First I import the file, convert the strings to text, create bag of words, do some preprocessing, calculate the absolute term frequency, define the category to class.

After that I create a document vector and use the "Document Data Extractor" to add the classname from the input csv.

Up to that point of the workflow the labeled as well as the unlabeled data is processed by the same workflow. The two row filters then seperate the training data from the unlabeld data.

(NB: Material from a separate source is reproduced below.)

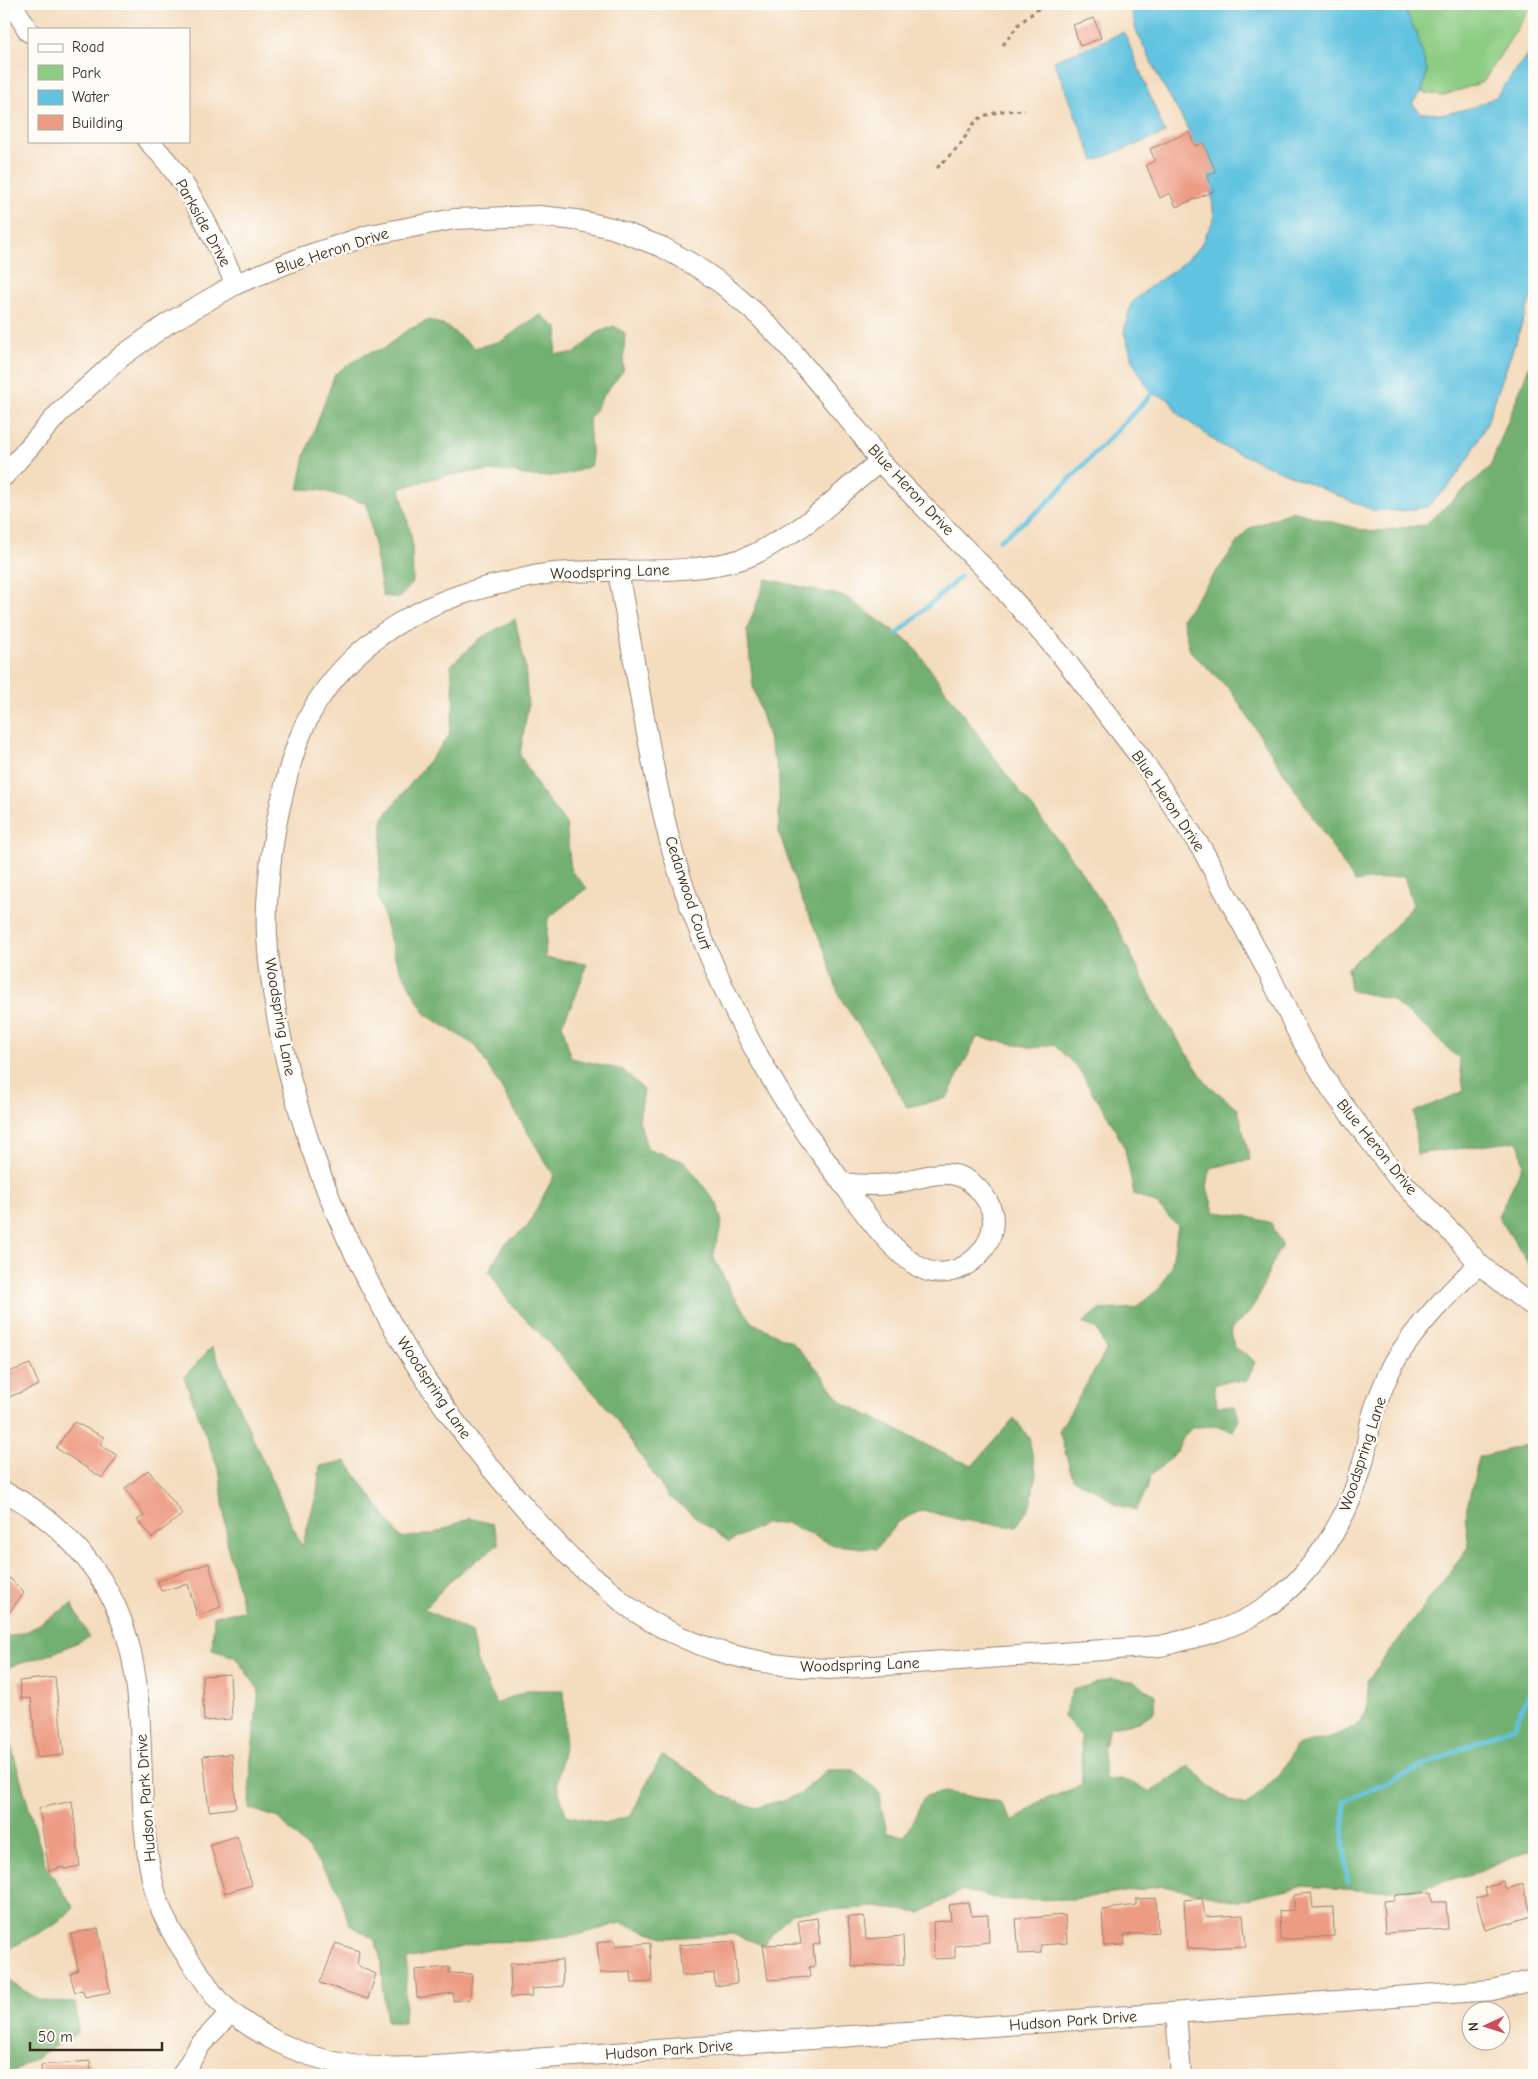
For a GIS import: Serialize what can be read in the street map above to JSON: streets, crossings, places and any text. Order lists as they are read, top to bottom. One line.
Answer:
{"streets":{"street":["Parkside Drive","Blue Heron Drive","Woodspring Lane","Cedarwood Court","Hudson Park Drive"]},"crossings":[["Parkside Drive","Blue Heron Drive"],["Blue Heron Drive","Woodspring Lane"],["Woodspring Lane","Cedarwood Court"]],"legend":["Road","Park","Water","Building"],"scale_bar":"50 m","north":"left"}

The training data is then fed into the Naive Bayes Learner and the unlabeled data to the naives Bayes Predictor. The labeled data also is fed into a X-Validation Loop where the same Naive Bayes Learner and predictor is active. The resulting score is a 96 % accuracy.
Unfortunately like I said, ALL unlabeled datasets are labeled like the most occuring class.
In the example above it would be "TESTLABEL" for thousands of rows, although it should be an easy task to label this as f.e. as class "TOPIC".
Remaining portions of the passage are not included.